Task instructions => Leave out the pictures and restate every entry word for word.

Data shown =>
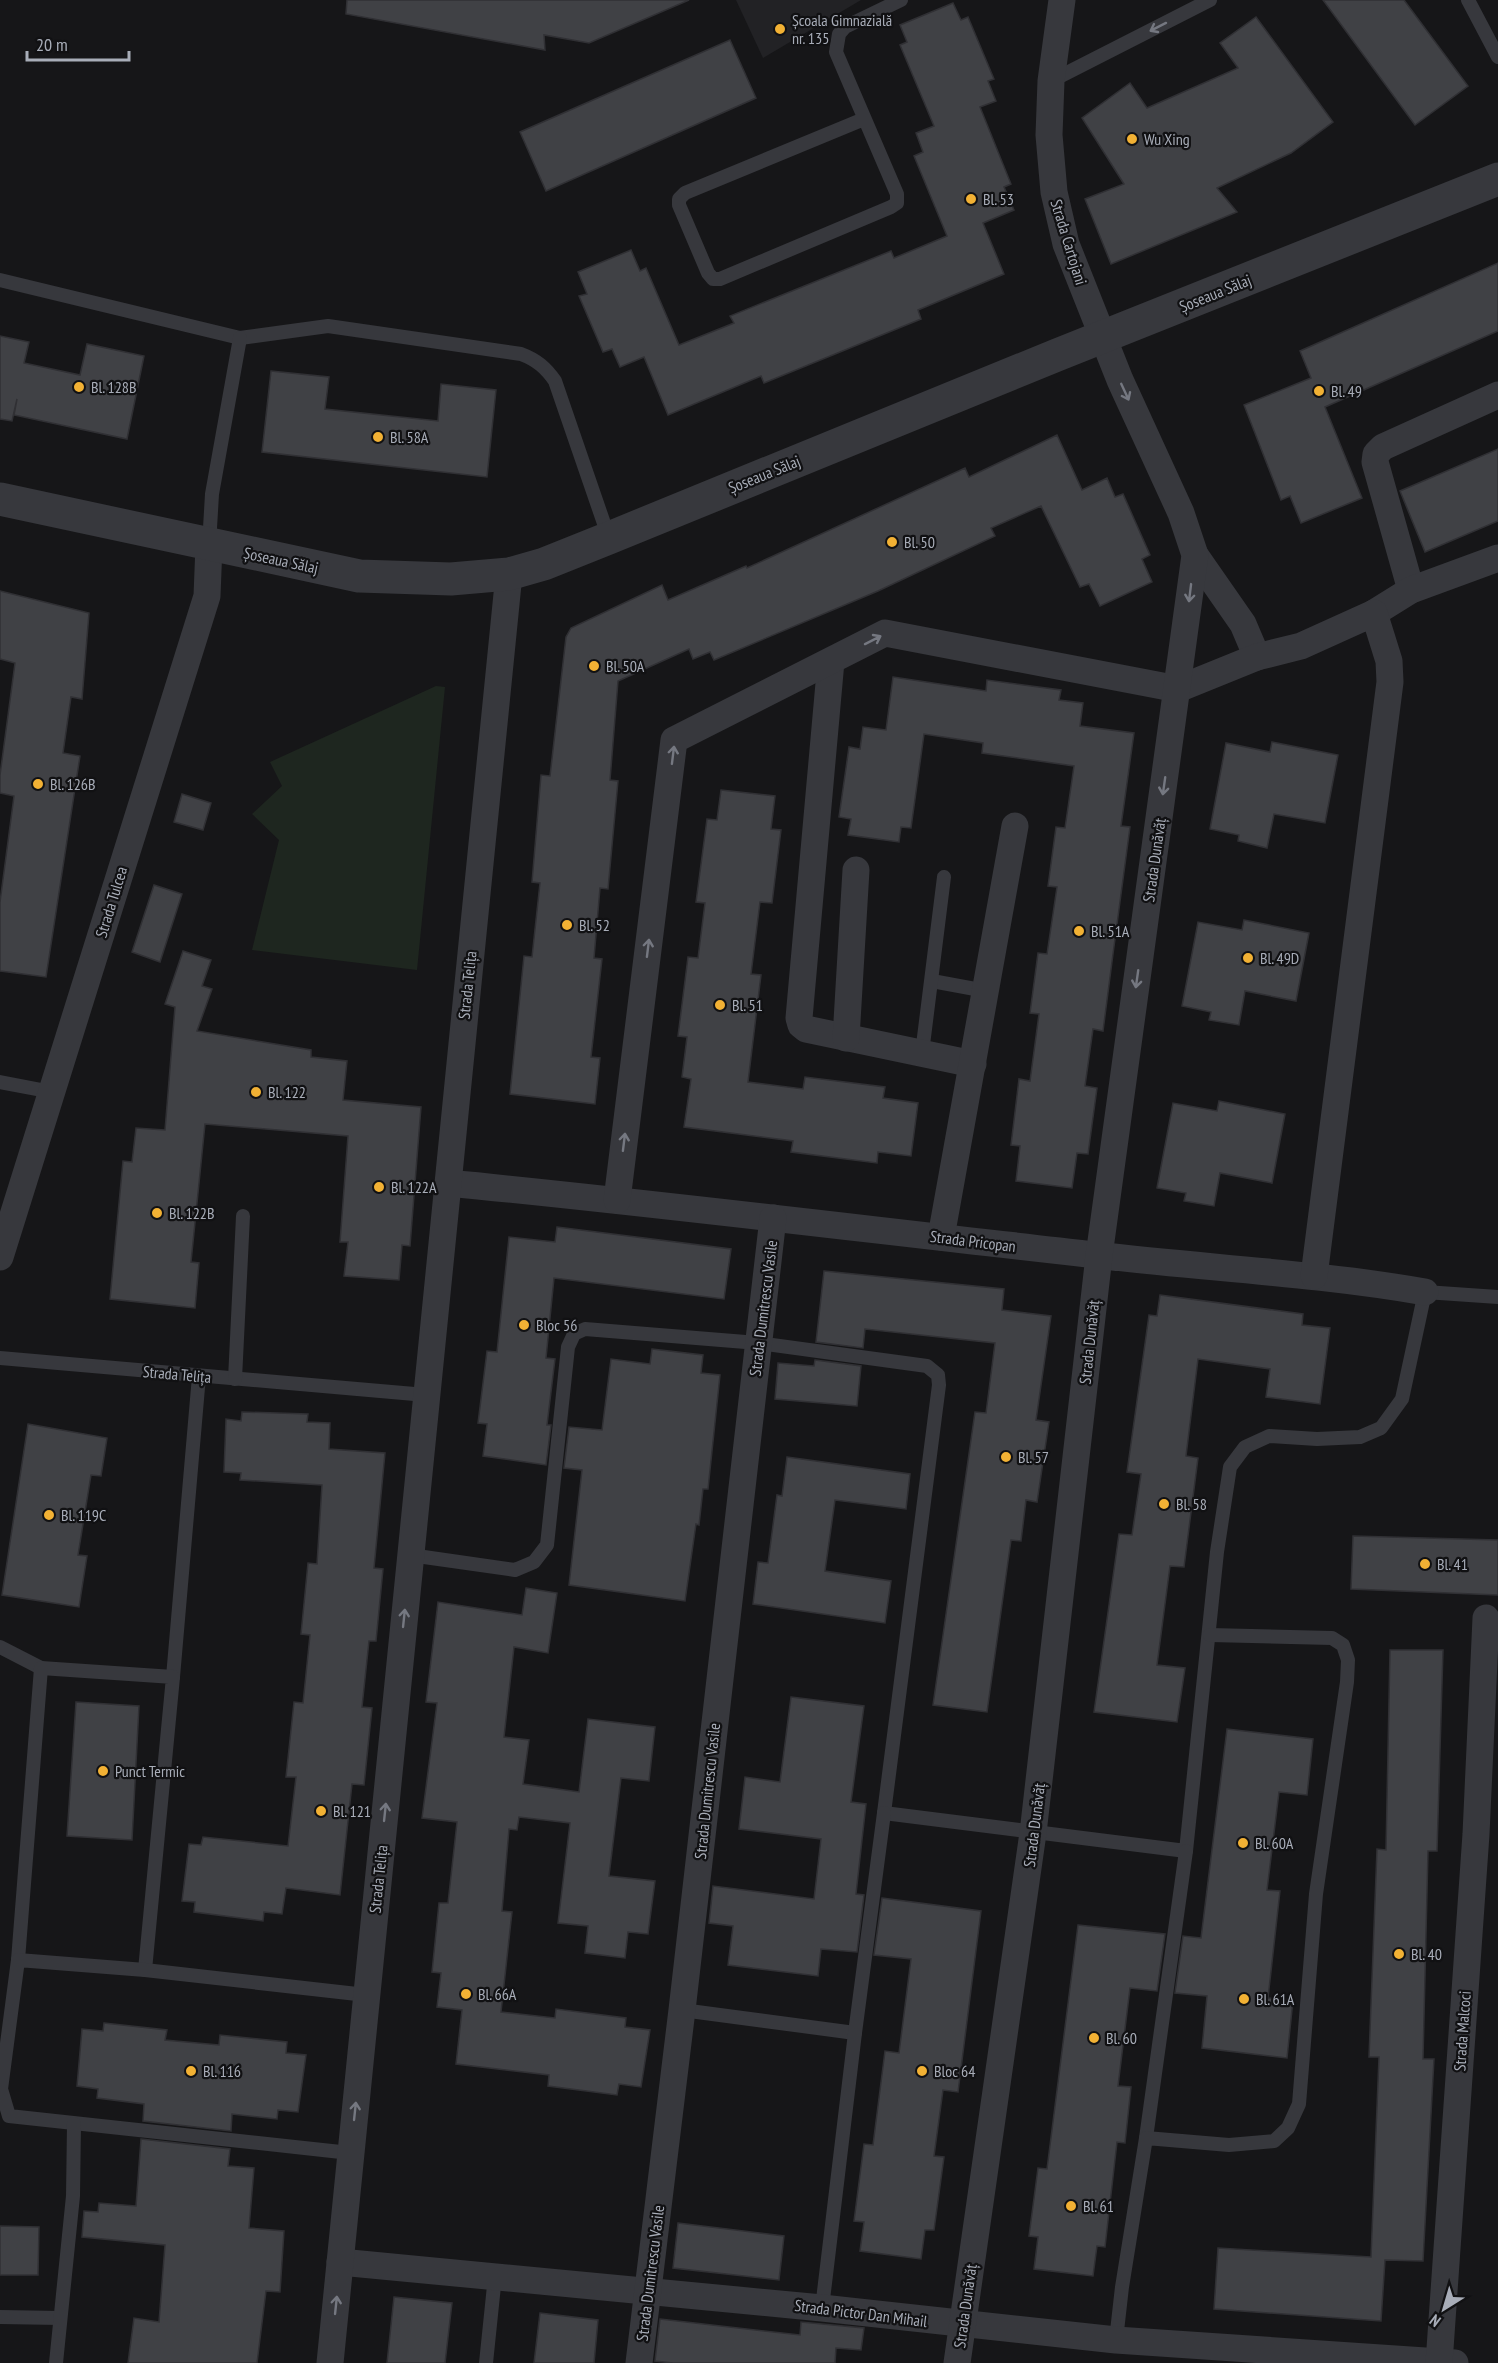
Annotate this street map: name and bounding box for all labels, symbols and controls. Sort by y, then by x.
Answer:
place label: Școala Gimnazială nr. 135 [792,10,892,48]
one-way arrow [1149,21,1167,33]
marker: Școala Gimnazială nr. 135 [773,22,787,36]
scale bar [27,24,129,62]
text: 20 m [36,33,68,56]
place label: Wu Xing [1144,129,1190,149]
marker: Wu Xing [1125,132,1139,146]
place label: Bl. 53 [983,189,1014,209]
marker: Bl. 53 [964,192,978,206]
street label: Strada Cartojani [1046,197,1092,287]
street label: Șoseaua Sălaj [1176,270,1254,316]
place label: Bl. 128B [91,377,137,397]
marker: Bl. 128B [72,380,86,394]
place label: Bl. 49 [1331,381,1362,401]
one-way arrow [1120,382,1132,400]
marker: Bl. 49 [1312,384,1326,398]
place label: Bl. 58A [390,427,429,447]
marker: Bl. 58A [371,430,385,444]
street label: Șoseaua Sălaj [725,451,803,497]
place label: Bl. 50 [904,532,935,552]
marker: Bl. 50 [885,535,899,549]
street label: Șoseaua Sălaj [242,542,320,578]
one-way arrow [1184,583,1195,602]
one-way arrow [864,633,882,645]
place label: Bl. 50A [606,656,645,676]
marker: Bl. 50A [587,659,601,673]
one-way arrow [667,745,678,765]
place label: Bl. 126B [50,774,96,794]
one-way arrow [1159,776,1170,796]
marker: Bl. 126B [31,777,45,791]
street label: Strada Dunăvăț [1138,816,1170,903]
street label: Strada Tulcea [91,864,131,940]
place label: Bl. 52 [579,915,610,935]
marker: Bl. 52 [560,918,574,932]
place label: Bl. 51A [1091,921,1130,941]
marker: Bl. 51A [1072,924,1086,938]
one-way arrow [643,939,654,959]
place label: Bl. 49D [1260,948,1299,968]
street label: Strada Telița [453,950,481,1020]
marker: Bl. 49D [1241,951,1255,965]
one-way arrow [1132,969,1143,989]
place label: Bl. 51 [732,995,763,1015]
marker: Bl. 51 [713,998,727,1012]
place label: Bl. 122 [268,1082,306,1102]
marker: Bl. 122 [249,1085,263,1099]
one-way arrow [619,1132,630,1152]
place label: Bl. 122A [391,1177,437,1197]
marker: Bl. 122A [372,1180,386,1194]
place label: Bl. 122B [169,1203,215,1223]
marker: Bl. 122B [150,1206,164,1220]
street label: Strada Pricopan [929,1226,1017,1256]
street label: Strada Dumitrescu Vasile [745,1239,781,1377]
street label: Strada Dunăvăț [1075,1298,1103,1385]
place label: Bloc 56 [536,1315,577,1335]
marker: Bloc 56 [517,1318,531,1332]
street label: Strada Telița [142,1361,212,1387]
place label: Bl. 57 [1018,1447,1049,1467]
marker: Bl. 57 [999,1450,1013,1464]
place label: Bl. 58 [1176,1494,1207,1514]
marker: Bl. 58 [1157,1497,1171,1511]
place label: Bl. 119C [61,1505,106,1525]
marker: Bl. 119C [42,1508,56,1522]
place label: Bl. 41 [1437,1554,1468,1574]
marker: Bl. 41 [1418,1557,1432,1571]
one-way arrow [399,1609,410,1629]
street label: Strada Dumitrescu Vasile [690,1722,724,1860]
place label: Punct Termic [115,1761,185,1781]
marker: Punct Termic [96,1764,110,1778]
street label: Strada Dunăvăț [1019,1781,1049,1868]
place label: Bl. 121 [333,1801,371,1821]
one-way arrow [380,1803,391,1823]
marker: Bl. 121 [314,1804,328,1818]
place label: Bl. 60A [1255,1833,1294,1853]
marker: Bl. 60A [1236,1836,1250,1850]
street label: Strada Telița [364,1844,392,1914]
place label: Bl. 40 [1411,1944,1442,1964]
marker: Bl. 40 [1392,1947,1406,1961]
place label: Bl. 66A [478,1984,517,2004]
marker: Bl. 66A [459,1987,473,2001]
place label: Bl. 61A [1256,1989,1295,2009]
street label: Strada Malcoci [1449,1990,1475,2072]
marker: Bl. 61A [1237,1992,1251,2006]
place label: Bl. 60 [1106,2028,1137,2048]
marker: Bl. 60 [1087,2031,1101,2045]
place label: Bl. 116 [203,2061,241,2081]
place label: Bloc 64 [934,2061,975,2081]
marker: Bl. 116 [184,2064,198,2078]
marker: Bloc 64 [915,2064,929,2078]
one-way arrow [350,2101,361,2121]
place label: Bl. 61 [1083,2196,1114,2216]
marker: Bl. 61 [1064,2199,1078,2213]
street label: Strada Dumitrescu Vasile [632,2204,668,2342]
street label: Strada Dunăvăț [949,2262,981,2349]
north arrow [1414,2279,1474,2339]
one-way arrow [331,2295,342,2315]
street label: Strada Pictor Dan Mihail [793,2295,929,2331]
text: N [1426,2310,1444,2332]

Output for this exercise =>
Annotate this street map: name and bounding box for all labels, symbols and controls. Sort by y, then by x.
Answer:
place label: Școala Gimnazială nr. 135 [792,10,892,48]
one-way arrow [1149,21,1167,33]
marker: Școala Gimnazială nr. 135 [773,22,787,36]
scale bar [27,24,129,62]
text: 20 m [36,33,68,56]
place label: Wu Xing [1144,129,1190,149]
marker: Wu Xing [1125,132,1139,146]
place label: Bl. 53 [983,189,1014,209]
marker: Bl. 53 [964,192,978,206]
street label: Strada Cartojani [1046,197,1092,287]
street label: Șoseaua Sălaj [1176,270,1254,316]
place label: Bl. 128B [91,377,137,397]
marker: Bl. 128B [72,380,86,394]
place label: Bl. 49 [1331,381,1362,401]
one-way arrow [1120,382,1132,400]
marker: Bl. 49 [1312,384,1326,398]
place label: Bl. 58A [390,427,429,447]
marker: Bl. 58A [371,430,385,444]
street label: Șoseaua Sălaj [725,451,803,497]
place label: Bl. 50 [904,532,935,552]
marker: Bl. 50 [885,535,899,549]
street label: Șoseaua Sălaj [242,542,320,578]
one-way arrow [1184,583,1195,602]
one-way arrow [864,633,882,645]
place label: Bl. 50A [606,656,645,676]
marker: Bl. 50A [587,659,601,673]
one-way arrow [667,745,678,765]
place label: Bl. 126B [50,774,96,794]
one-way arrow [1159,776,1170,796]
marker: Bl. 126B [31,777,45,791]
street label: Strada Dunăvăț [1138,816,1170,903]
street label: Strada Tulcea [91,864,131,940]
place label: Bl. 52 [579,915,610,935]
marker: Bl. 52 [560,918,574,932]
place label: Bl. 51A [1091,921,1130,941]
marker: Bl. 51A [1072,924,1086,938]
one-way arrow [643,939,654,959]
place label: Bl. 49D [1260,948,1299,968]
street label: Strada Telița [453,950,481,1020]
marker: Bl. 49D [1241,951,1255,965]
one-way arrow [1132,969,1143,989]
place label: Bl. 51 [732,995,763,1015]
marker: Bl. 51 [713,998,727,1012]
place label: Bl. 122 [268,1082,306,1102]
marker: Bl. 122 [249,1085,263,1099]
one-way arrow [619,1132,630,1152]
place label: Bl. 122A [391,1177,437,1197]
marker: Bl. 122A [372,1180,386,1194]
place label: Bl. 122B [169,1203,215,1223]
marker: Bl. 122B [150,1206,164,1220]
street label: Strada Pricopan [929,1226,1017,1256]
street label: Strada Dumitrescu Vasile [745,1239,781,1377]
street label: Strada Dunăvăț [1075,1298,1103,1385]
place label: Bloc 56 [536,1315,577,1335]
marker: Bloc 56 [517,1318,531,1332]
street label: Strada Telița [142,1361,212,1387]
place label: Bl. 57 [1018,1447,1049,1467]
marker: Bl. 57 [999,1450,1013,1464]
place label: Bl. 58 [1176,1494,1207,1514]
marker: Bl. 58 [1157,1497,1171,1511]
place label: Bl. 119C [61,1505,106,1525]
marker: Bl. 119C [42,1508,56,1522]
place label: Bl. 41 [1437,1554,1468,1574]
marker: Bl. 41 [1418,1557,1432,1571]
one-way arrow [399,1609,410,1629]
street label: Strada Dumitrescu Vasile [690,1722,724,1860]
place label: Punct Termic [115,1761,185,1781]
marker: Punct Termic [96,1764,110,1778]
street label: Strada Dunăvăț [1019,1781,1049,1868]
place label: Bl. 121 [333,1801,371,1821]
one-way arrow [380,1803,391,1823]
marker: Bl. 121 [314,1804,328,1818]
place label: Bl. 60A [1255,1833,1294,1853]
marker: Bl. 60A [1236,1836,1250,1850]
street label: Strada Telița [364,1844,392,1914]
place label: Bl. 40 [1411,1944,1442,1964]
marker: Bl. 40 [1392,1947,1406,1961]
place label: Bl. 66A [478,1984,517,2004]
marker: Bl. 66A [459,1987,473,2001]
place label: Bl. 61A [1256,1989,1295,2009]
street label: Strada Malcoci [1449,1990,1475,2072]
marker: Bl. 61A [1237,1992,1251,2006]
place label: Bl. 60 [1106,2028,1137,2048]
marker: Bl. 60 [1087,2031,1101,2045]
place label: Bl. 116 [203,2061,241,2081]
place label: Bloc 64 [934,2061,975,2081]
marker: Bl. 116 [184,2064,198,2078]
marker: Bloc 64 [915,2064,929,2078]
one-way arrow [350,2101,361,2121]
place label: Bl. 61 [1083,2196,1114,2216]
marker: Bl. 61 [1064,2199,1078,2213]
street label: Strada Dumitrescu Vasile [632,2204,668,2342]
street label: Strada Dunăvăț [949,2262,981,2349]
north arrow [1414,2279,1474,2339]
one-way arrow [331,2295,342,2315]
street label: Strada Pictor Dan Mihail [793,2295,929,2331]
text: N [1426,2310,1444,2332]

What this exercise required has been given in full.